(WORK INSTRUCTION): Reproduce, character for character, the lines below from the first through the one with "const poly = rows". Leave pictures out.

(Collection entries):

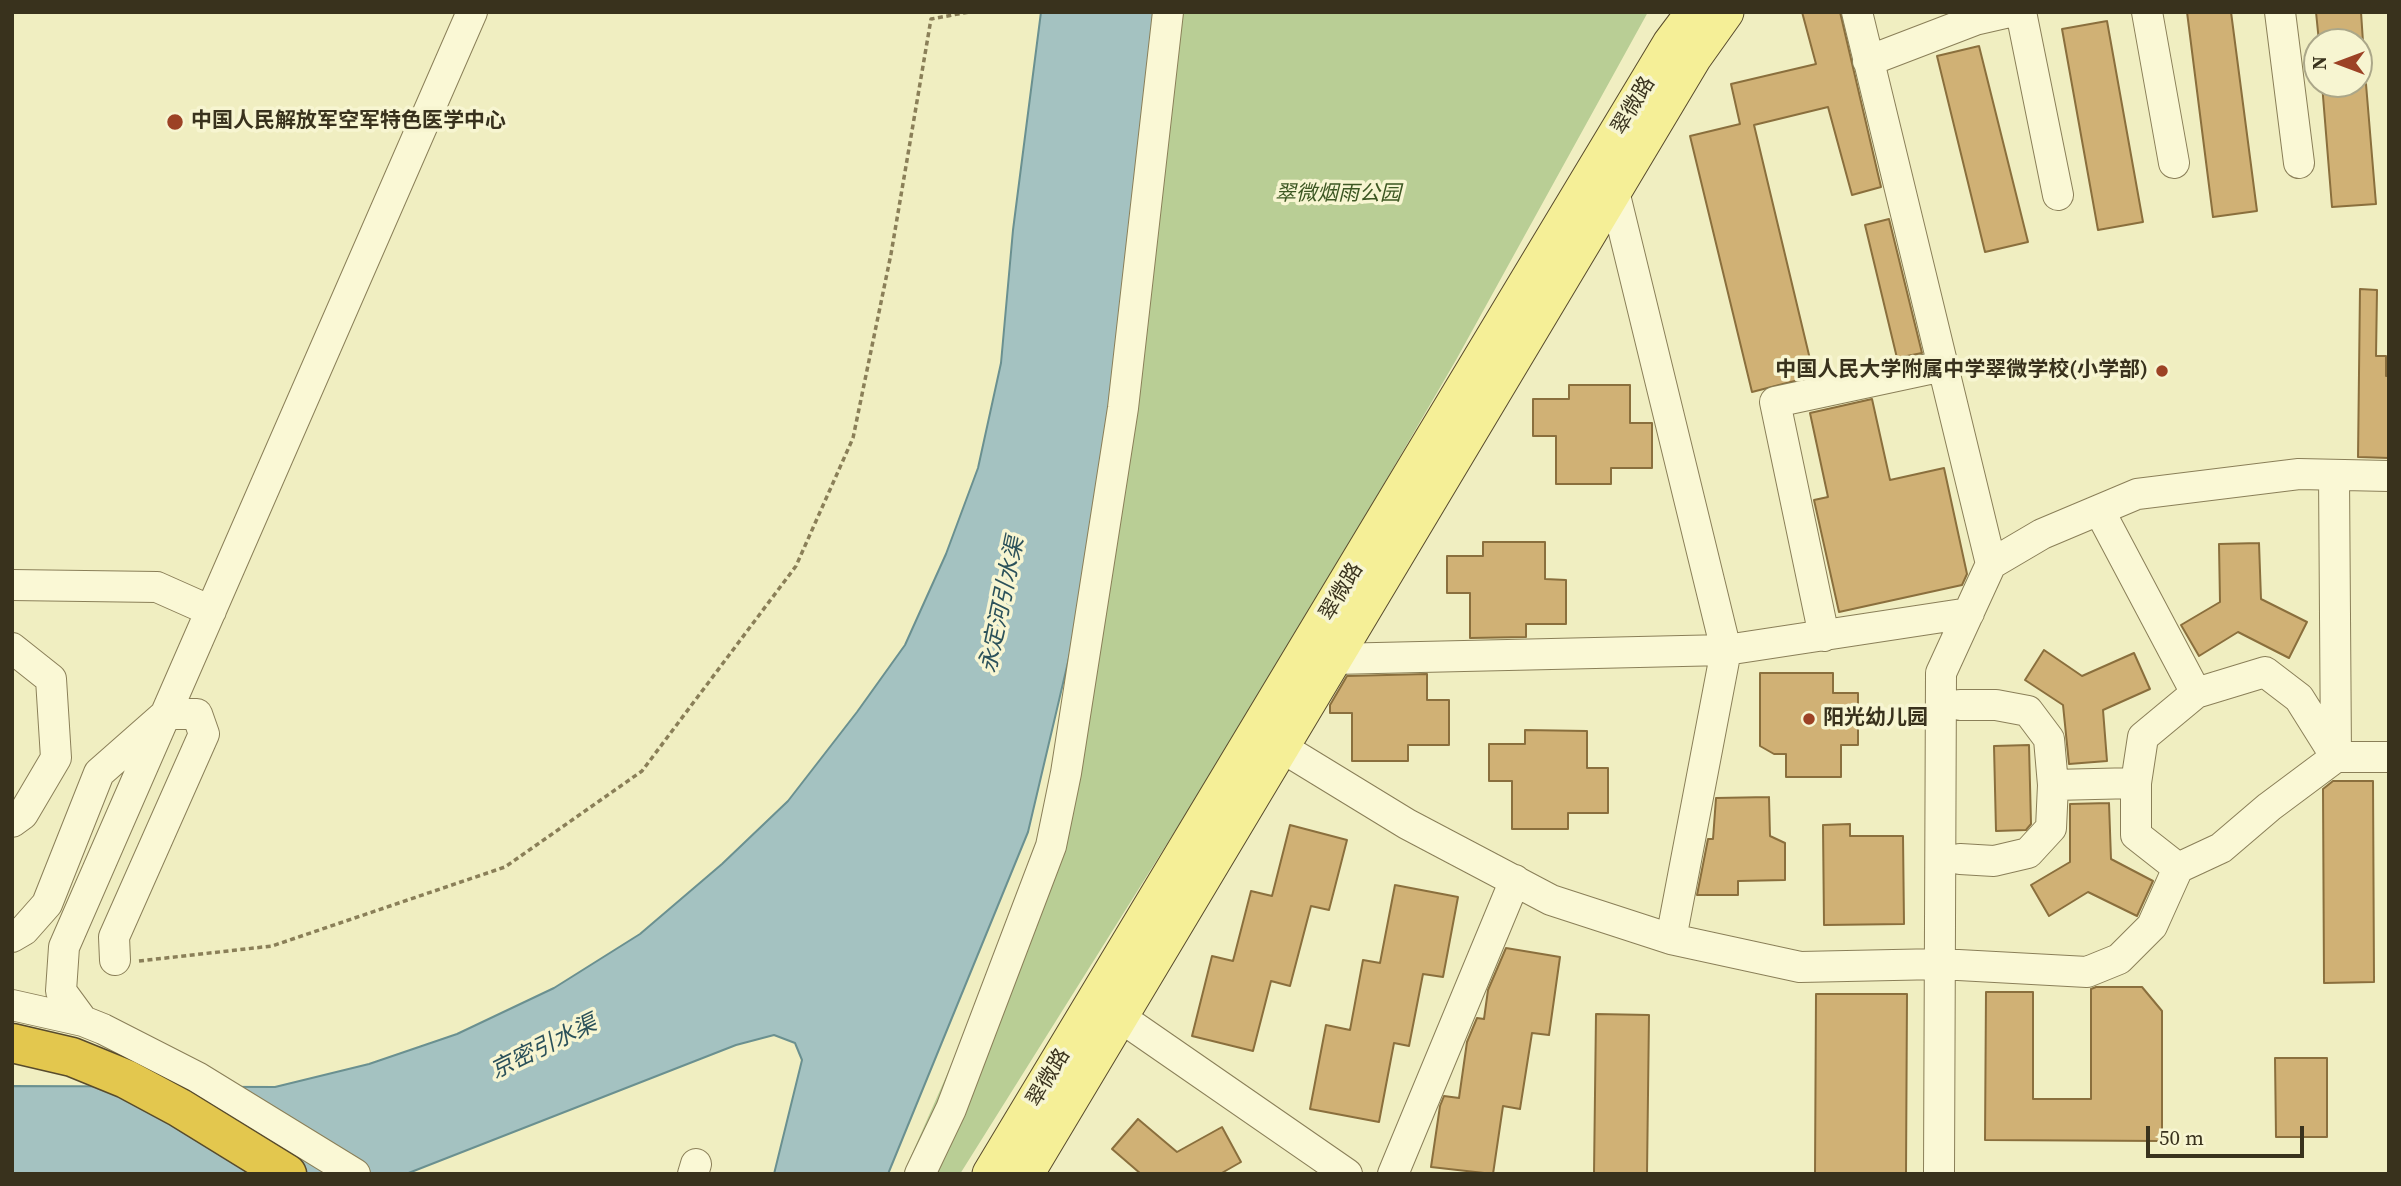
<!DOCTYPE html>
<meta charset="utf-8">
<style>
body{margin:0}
#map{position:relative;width:2401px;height:1186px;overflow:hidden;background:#f0eec1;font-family:"Source Serif 4",serif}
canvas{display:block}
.frame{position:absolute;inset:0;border:14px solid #39321d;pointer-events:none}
.north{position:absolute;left:2303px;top:28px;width:70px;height:70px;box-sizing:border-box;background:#f7f5d1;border:2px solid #aba789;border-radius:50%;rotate:270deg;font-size:19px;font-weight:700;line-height:28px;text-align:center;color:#39321d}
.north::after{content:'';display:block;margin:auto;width:24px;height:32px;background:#9c4225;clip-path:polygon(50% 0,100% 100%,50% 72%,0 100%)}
.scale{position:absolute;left:2146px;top:1126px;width:158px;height:32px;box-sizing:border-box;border:4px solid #39321d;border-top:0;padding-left:9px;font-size:21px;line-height:24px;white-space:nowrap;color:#39321d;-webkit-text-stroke:5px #f7f5d1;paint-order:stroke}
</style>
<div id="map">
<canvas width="2401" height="1186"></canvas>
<div class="frame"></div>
<div class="north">N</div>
<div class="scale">50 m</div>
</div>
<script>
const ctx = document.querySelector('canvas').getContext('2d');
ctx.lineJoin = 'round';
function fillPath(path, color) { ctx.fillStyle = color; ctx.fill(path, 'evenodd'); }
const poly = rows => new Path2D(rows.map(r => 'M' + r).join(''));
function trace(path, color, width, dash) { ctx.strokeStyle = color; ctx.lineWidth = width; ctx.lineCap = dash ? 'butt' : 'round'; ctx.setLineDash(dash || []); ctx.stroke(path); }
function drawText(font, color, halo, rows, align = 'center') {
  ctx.font = font + ' "Source Serif 4","Noto Sans SC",serif'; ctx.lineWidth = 7; ctx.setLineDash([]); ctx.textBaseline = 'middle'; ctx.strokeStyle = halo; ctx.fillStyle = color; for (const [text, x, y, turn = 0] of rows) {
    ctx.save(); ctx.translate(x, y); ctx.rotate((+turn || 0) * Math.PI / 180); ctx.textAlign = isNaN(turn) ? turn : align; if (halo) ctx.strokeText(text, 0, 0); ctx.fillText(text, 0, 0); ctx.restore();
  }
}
const green = poly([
 [1174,12,1648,12,1456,360,1274,673,960,1174,903,1174,1037,871]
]);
const water = poly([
 [1041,12,1160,12,1101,522,1028,832,888,1174,774,1174,802,1060,795,1043,774,1035,736,1045,406,1174,12,1174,12,1086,275,1087,369,1064,457,1034,554,988,640,934,722,864,788,801,857,712,905,645,946,554,978,468,1001,363,1013,230,1041,12]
]);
const building = poly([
 [1802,12,1840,12,1881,187,1852,195,1828,107,1754,125,1814,376,1752,392,1690,136,1740,124,1731,84,1816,64,1802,12],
 [2187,12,2231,12,2257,211,2213,217,2187,12],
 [2316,12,2361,12,2363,42,2319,42,2316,12],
 [2107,21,2143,222,2098,230,2062,29,2107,21],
 [1979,46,2028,242,1985,252,1937,56,1979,46],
 [2322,84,2366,84,2376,204,2332,207,2322,84],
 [1889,219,1922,353,1897,358,1865,225,1889,219],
 [2360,289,2377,290,2376,356,2386,356,2386,376,2389,376,2389,458,2358,457,2360,289],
 [1569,385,1630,385,1630,423,1652,423,1652,468,1611,468,1611,484,1556,484,1556,436,1533,436,1533,399,1569,399,1569,385],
 [1872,399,1890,480,1944,468,1967,574,1962,585,1839,612,1814,500,1828,497,1810,413,1872,399],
 [1483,542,1545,542,1545,579,1566,580,1566,624,1526,624,1526,637,1470,638,1470,593,1447,593,1447,556,1483,556,1483,542],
 [2259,543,2261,599,2307,622,2289,658,2238,632,2199,656,2181,625,2220,602,2219,544,2259,543],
 [2044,650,2082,676,2134,653,2150,689,2103,710,2107,761,2069,764,2063,705,2025,680,2044,650],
 [1760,673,1833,673,1833,693,1858,693,1858,745,1841,745,1841,777,1786,777,1786,754,1774,754,1760,746,1760,673],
 [1427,674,1427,700,1449,700,1449,745,1408,745,1408,761,1352,761,1352,713,1330,713,1330,705,1347,676,1427,674],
 [1525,730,1587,731,1587,768,1608,768,1608,813,1568,813,1568,829,1512,829,1512,781,1489,781,1489,744,1525,744,1525,730],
 [2029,745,2031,824,2026,830,1996,831,1994,746,2029,745],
 [2333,781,2373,781,2374,982,2324,983,2323,789,2333,781],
 [1769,797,1770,836,1785,843,1785,880,1738,881,1738,895,1697,895,1708,839,1713,839,1716,798,1769,797],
 [2109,803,2111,859,2153,881,2137,916,2088,892,2049,916,2031,885,2070,862,2070,804,2109,803],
 [1850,824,1850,836,1903,836,1904,924,1824,925,1823,825,1850,824],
 [1290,825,1347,840,1329,910,1311,906,1290,986,1271,981,1253,1051,1192,1036,1212,956,1233,961,1251,891,1272,896,1290,825],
 [1395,885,1458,897,1443,977,1423,974,1409,1046,1394,1043,1379,1122,1310,1109,1326,1025,1350,1030,1363,960,1380,963,1395,885],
 [1506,948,1560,957,1549,1035,1532,1033,1520,1109,1503,1106,1493,1174,1431,1167,1440,1106,1444,1096,1459,1098,1467,1042,1477,1018,1484,1019,1488,990,1506,948],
 [2096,987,2142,987,2162,1011,2162,1141,1985,1140,1986,992,2033,992,2033,1099,2091,1099,2091,989,2096,987],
 [1816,994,1907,994,1906,1174,1815,1174,1816,994],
 [1596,1014,1649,1015,1647,1174,1594,1174,1596,1014],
 [2275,1058,2327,1058,2327,1137,2276,1137,2275,1058],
 [1138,1119,1177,1152,1222,1127,1241,1162,1220,1174,1141,1174,1112,1149,1138,1119]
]);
const path = poly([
 [139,961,272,946,505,867,642,771,796,566,853,438,891,254,931,19,969,12]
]);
const minor = poly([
 [1857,12,1991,564],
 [2021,12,2058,195],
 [2147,12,2174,163],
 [2280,12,2299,163],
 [1868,61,1975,20,2010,12],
 [1614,191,1726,650,1671,939],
 [2334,475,2336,757],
 [2099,510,2196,693],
 [12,585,157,587,211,611],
 [1824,636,1775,402,1943,366],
 [12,648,51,679,56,758,23,814,12,822],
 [1333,659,1726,650,1969,613],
 [1960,705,1996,705,2028,711,2049,739,2053,785,2051,828,2028,853,1994,861,1960,859],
 [1281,747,1407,824,1551,900,1671,939,1800,967,1940,964,2087,972,2119,959,2152,926,2178,868,2221,848,2269,807,2336,757,2389,757],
 [2053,785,2136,783],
 [2178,868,2136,835,2136,783,2143,737,2196,693,2265,672,2299,698,2336,757],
 [12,937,24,930,47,904,99,773,166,714,197,714,204,734,114,937,115,960],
 [12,1005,83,1021,103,1029,197,1077,355,1174],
 [1120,1017,1347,1174],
 [83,1021,61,991,64,947,472,12],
 [693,1174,696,1164],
 [920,1174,951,1109,1051,846,1066,773,1123,408,1168,12],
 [1393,1174,1515,880],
 [1939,1174,1941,673,1991,564,2042,534,2137,494,2299,474,2389,476]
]);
const major = poly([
 [991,1174,1671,44,1695,12],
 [1025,1174,1693,57,1725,12]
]);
const highway = poly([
 [12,1043,72,1057,126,1079,180,1108,287,1174]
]);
const markers = [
 [175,122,9,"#9c4225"],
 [2162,371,7,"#9c4225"],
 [1809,719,7,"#9c4225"]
];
const streetNames = [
 ["翠微路",1634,106,-59],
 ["翠微路",1342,592,-59],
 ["翠微路",1049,1078,-59]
];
const poiNames = [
 ["中国人民解放军空军特色医学中心",191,122],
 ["中国人民大学附属中学翠微学校(小学部)",2148,371,"right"],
 ["阳光幼儿园",1823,719]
];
const parkNames = [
 ["翠微烟雨公园",1338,195]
];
const waterNames = [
 ["永定河引水渠",1003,605,-78],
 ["京密引水渠",544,1048,-26]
];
fillPath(green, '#b9ce95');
fillPath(water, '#a4c2c1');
trace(water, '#6a9090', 2);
fillPath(building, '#d0b175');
trace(building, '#8a6f3d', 2);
trace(minor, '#8a7f58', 32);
trace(major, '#584b2c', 39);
trace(highway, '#584b2c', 41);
trace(path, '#8a7f58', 3.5, [5, 3.5]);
trace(minor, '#faf8d5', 30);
trace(major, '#f5ef97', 37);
trace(highway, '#e3c74e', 38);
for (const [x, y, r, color] of markers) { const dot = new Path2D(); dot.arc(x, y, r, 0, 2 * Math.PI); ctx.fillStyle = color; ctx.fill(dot); trace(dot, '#f7f5d1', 2.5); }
drawText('21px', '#39321d', '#f7f5d1', streetNames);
drawText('bold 21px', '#39321d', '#f7f5d1', poiNames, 'left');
drawText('italic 21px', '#3c5722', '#f7f5d1', parkNames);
drawText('italic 23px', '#2b515a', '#f7f5d1', waterNames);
</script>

(EXERCISE ANSWER):
<!DOCTYPE html>
<meta charset="utf-8">
<style>
body{margin:0}
#map{position:relative;width:2401px;height:1186px;overflow:hidden;background:#f0eec1;font-family:"Source Serif 4",serif}
canvas{display:block}
.frame{position:absolute;inset:0;border:14px solid #39321d;pointer-events:none}
.north{position:absolute;left:2303px;top:28px;width:70px;height:70px;box-sizing:border-box;background:#f7f5d1;border:2px solid #aba789;border-radius:50%;rotate:270deg;font-size:19px;font-weight:700;line-height:28px;text-align:center;color:#39321d}
.north::after{content:'';display:block;margin:auto;width:24px;height:32px;background:#9c4225;clip-path:polygon(50% 0,100% 100%,50% 72%,0 100%)}
.scale{position:absolute;left:2146px;top:1126px;width:158px;height:32px;box-sizing:border-box;border:4px solid #39321d;border-top:0;padding-left:9px;font-size:21px;line-height:24px;white-space:nowrap;color:#39321d;-webkit-text-stroke:5px #f7f5d1;paint-order:stroke}
</style>
<div id="map">
<canvas width="2401" height="1186"></canvas>
<div class="frame"></div>
<div class="north">N</div>
<div class="scale">50 m</div>
</div>
<script>
const ctx = document.querySelector('canvas').getContext('2d');
ctx.lineJoin = 'round';
function fillPath(path, color) { ctx.fillStyle = color; ctx.fill(path, 'evenodd'); }
const poly = rows => new Path2D(rows.map(r => 'M' + r).join(''));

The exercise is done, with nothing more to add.